(Collected data)

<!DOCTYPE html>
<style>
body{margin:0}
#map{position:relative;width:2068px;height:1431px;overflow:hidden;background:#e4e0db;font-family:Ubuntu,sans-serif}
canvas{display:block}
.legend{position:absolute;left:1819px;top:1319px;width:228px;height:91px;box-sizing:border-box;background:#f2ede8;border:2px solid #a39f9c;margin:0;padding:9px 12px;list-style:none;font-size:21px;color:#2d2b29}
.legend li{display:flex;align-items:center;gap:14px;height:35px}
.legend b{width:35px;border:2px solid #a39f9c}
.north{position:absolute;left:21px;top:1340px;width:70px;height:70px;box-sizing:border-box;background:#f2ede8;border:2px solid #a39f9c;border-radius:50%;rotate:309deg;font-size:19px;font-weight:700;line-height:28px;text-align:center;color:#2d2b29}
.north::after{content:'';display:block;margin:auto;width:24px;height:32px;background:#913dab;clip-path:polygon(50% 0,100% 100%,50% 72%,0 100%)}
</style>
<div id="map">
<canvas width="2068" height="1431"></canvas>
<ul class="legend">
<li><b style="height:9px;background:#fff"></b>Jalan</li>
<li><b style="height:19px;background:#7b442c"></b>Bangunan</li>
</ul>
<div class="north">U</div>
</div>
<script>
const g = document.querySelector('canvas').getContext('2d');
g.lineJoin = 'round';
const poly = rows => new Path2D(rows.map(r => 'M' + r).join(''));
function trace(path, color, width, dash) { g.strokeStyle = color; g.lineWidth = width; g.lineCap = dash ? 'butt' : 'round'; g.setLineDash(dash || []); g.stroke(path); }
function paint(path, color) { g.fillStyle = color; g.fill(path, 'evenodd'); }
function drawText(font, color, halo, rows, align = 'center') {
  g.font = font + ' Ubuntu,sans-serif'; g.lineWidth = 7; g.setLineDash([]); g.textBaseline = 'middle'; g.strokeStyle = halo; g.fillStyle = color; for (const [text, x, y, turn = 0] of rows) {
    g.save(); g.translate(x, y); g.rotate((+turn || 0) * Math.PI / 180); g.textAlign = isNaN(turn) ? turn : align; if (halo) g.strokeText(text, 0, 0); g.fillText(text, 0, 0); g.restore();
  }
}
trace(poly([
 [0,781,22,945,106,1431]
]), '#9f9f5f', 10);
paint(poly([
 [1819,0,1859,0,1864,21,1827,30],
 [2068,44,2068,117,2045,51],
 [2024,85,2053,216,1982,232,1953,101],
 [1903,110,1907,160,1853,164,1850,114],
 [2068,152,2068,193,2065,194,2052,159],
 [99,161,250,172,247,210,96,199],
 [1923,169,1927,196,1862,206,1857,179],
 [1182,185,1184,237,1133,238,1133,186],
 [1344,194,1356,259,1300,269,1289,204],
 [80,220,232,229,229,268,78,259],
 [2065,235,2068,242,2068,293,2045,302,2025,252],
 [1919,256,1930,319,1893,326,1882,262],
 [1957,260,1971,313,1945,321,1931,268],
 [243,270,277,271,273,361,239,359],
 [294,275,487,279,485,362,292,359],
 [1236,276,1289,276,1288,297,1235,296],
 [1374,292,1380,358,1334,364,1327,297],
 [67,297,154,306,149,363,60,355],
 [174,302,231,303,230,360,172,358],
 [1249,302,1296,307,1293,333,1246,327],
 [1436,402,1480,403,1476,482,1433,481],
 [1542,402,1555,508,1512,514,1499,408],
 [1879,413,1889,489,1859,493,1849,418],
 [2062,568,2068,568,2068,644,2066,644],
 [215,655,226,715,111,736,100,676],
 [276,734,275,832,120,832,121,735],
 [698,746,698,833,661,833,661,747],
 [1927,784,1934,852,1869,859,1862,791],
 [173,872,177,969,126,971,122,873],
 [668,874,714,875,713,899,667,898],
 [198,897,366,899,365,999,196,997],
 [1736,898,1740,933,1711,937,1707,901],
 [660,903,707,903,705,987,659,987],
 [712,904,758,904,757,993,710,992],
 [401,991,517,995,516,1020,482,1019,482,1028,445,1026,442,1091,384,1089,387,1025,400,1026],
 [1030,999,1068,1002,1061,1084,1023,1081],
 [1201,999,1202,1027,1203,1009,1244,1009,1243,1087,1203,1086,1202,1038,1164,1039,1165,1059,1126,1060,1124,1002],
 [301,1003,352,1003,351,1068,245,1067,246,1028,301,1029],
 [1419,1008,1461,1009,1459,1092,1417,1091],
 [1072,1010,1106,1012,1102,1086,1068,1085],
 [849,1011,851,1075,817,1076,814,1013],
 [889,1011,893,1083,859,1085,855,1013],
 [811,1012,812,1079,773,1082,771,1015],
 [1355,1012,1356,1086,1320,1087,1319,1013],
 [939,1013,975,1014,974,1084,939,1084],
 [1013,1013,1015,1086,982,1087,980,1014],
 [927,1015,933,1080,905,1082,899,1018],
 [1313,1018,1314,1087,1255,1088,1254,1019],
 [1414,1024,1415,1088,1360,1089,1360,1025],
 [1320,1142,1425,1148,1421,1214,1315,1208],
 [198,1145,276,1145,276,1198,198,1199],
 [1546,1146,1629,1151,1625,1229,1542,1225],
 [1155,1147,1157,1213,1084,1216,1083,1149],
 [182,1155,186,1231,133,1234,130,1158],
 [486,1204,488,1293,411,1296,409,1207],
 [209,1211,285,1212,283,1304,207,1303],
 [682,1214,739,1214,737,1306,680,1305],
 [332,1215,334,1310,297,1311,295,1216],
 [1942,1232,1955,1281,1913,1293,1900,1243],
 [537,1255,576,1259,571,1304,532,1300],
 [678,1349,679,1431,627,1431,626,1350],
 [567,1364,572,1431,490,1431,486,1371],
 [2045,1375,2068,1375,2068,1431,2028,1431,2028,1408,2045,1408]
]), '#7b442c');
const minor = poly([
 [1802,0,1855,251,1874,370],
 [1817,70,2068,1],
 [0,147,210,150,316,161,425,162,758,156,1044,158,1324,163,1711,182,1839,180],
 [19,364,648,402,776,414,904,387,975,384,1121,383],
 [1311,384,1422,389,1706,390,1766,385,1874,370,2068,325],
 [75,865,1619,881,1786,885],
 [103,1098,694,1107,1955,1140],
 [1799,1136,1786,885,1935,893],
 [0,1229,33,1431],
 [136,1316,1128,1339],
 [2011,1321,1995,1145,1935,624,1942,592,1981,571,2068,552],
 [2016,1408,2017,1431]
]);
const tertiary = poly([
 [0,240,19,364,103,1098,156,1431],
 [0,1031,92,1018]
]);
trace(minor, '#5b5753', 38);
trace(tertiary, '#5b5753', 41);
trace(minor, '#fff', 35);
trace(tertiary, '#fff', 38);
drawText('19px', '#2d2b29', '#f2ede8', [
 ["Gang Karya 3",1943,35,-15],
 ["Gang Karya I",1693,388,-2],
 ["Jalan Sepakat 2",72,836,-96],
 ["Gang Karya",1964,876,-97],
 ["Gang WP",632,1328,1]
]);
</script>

» DIRECTIONS FOR THIS TASK: Looking at the records above, which lines contain "turn"? Copy those lines.

» SOLUTION TO THIS TASK:
  g.font = font + ' Ubuntu,sans-serif'; g.lineWidth = 7; g.setLineDash([]); g.textBaseline = 'middle'; g.strokeStyle = halo; g.fillStyle = color; for (const [text, x, y, turn = 0] of rows) {
    g.save(); g.translate(x, y); g.rotate((+turn || 0) * Math.PI / 180); g.textAlign = isNaN(turn) ? turn : align; if (halo) g.strokeText(text, 0, 0); g.fillText(text, 0, 0); g.restore();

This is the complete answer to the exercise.